• Task statement
Please produce a character-exact copy of the listing that follows, omitting all images.

• Supplied data
────────────────

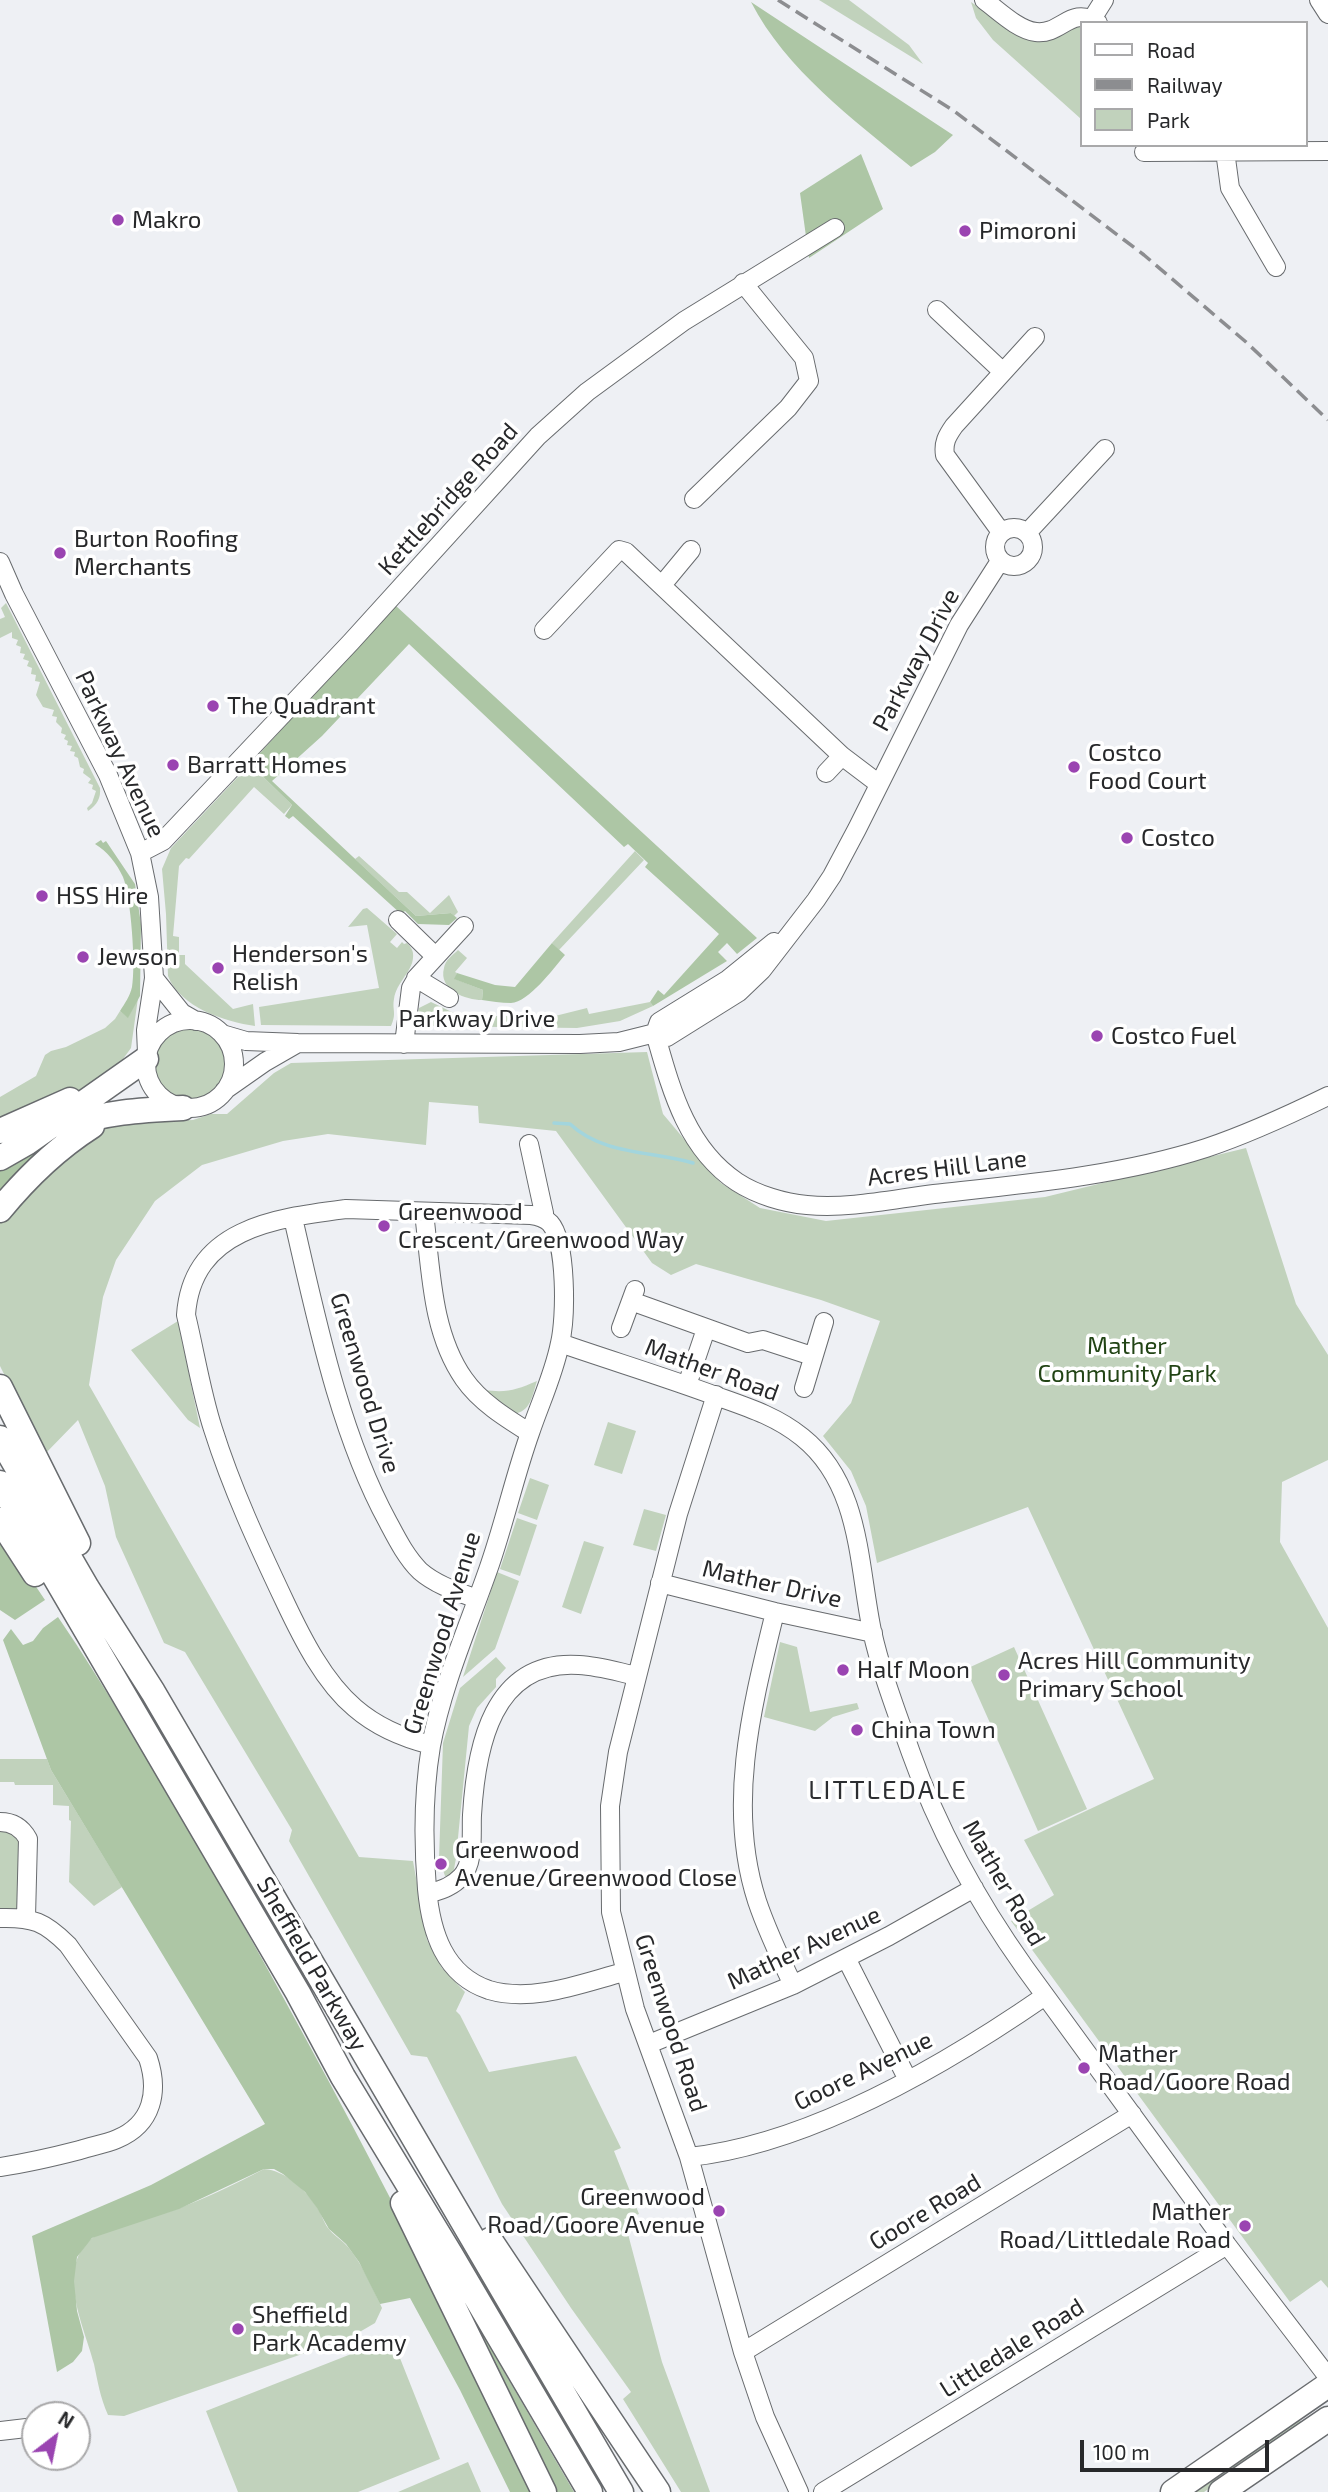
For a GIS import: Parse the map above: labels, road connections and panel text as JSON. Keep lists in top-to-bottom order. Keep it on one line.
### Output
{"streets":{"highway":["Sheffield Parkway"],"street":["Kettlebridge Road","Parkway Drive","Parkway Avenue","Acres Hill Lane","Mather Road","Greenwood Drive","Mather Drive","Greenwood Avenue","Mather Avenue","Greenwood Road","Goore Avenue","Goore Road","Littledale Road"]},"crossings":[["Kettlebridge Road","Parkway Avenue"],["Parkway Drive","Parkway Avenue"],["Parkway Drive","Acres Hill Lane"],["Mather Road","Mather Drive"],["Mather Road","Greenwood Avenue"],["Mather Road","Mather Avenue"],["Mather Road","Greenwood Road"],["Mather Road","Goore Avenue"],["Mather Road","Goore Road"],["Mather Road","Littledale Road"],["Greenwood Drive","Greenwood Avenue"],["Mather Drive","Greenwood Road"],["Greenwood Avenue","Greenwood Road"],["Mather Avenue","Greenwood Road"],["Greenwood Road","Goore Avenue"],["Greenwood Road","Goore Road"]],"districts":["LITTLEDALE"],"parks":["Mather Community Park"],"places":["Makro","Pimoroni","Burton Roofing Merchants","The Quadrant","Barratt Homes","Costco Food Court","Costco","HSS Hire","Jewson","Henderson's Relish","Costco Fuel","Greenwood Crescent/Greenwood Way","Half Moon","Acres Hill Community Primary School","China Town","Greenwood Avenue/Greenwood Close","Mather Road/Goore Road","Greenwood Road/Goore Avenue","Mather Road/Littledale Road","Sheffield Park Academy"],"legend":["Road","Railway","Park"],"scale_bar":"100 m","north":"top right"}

────────────────

• Result of this exercise
For a GIS import: Parse the map above: labels, road connections and panel text as JSON. Keep lists in top-to-bottom order. Keep it on one line.
### Output
{"streets":{"highway":["Sheffield Parkway"],"street":["Kettlebridge Road","Parkway Drive","Parkway Avenue","Acres Hill Lane","Mather Road","Greenwood Drive","Mather Drive","Greenwood Avenue","Mather Avenue","Greenwood Road","Goore Avenue","Goore Road","Littledale Road"]},"crossings":[["Kettlebridge Road","Parkway Avenue"],["Parkway Drive","Parkway Avenue"],["Parkway Drive","Acres Hill Lane"],["Mather Road","Mather Drive"],["Mather Road","Greenwood Avenue"],["Mather Road","Mather Avenue"],["Mather Road","Greenwood Road"],["Mather Road","Goore Avenue"],["Mather Road","Goore Road"],["Mather Road","Littledale Road"],["Greenwood Drive","Greenwood Avenue"],["Mather Drive","Greenwood Road"],["Greenwood Avenue","Greenwood Road"],["Mather Avenue","Greenwood Road"],["Greenwood Road","Goore Avenue"],["Greenwood Road","Goore Road"]],"districts":["LITTLEDALE"],"parks":["Mather Community Park"],"places":["Makro","Pimoroni","Burton Roofing Merchants","The Quadrant","Barratt Homes","Costco Food Court","Costco","HSS Hire","Jewson","Henderson's Relish","Costco Fuel","Greenwood Crescent/Greenwood Way","Half Moon","Acres Hill Community Primary School","China Town","Greenwood Avenue/Greenwood Close","Mather Road/Goore Road","Greenwood Road/Goore Avenue","Mather Road/Littledale Road","Sheffield Park Academy"],"legend":["Road","Railway","Park"],"scale_bar":"100 m","north":"top right"}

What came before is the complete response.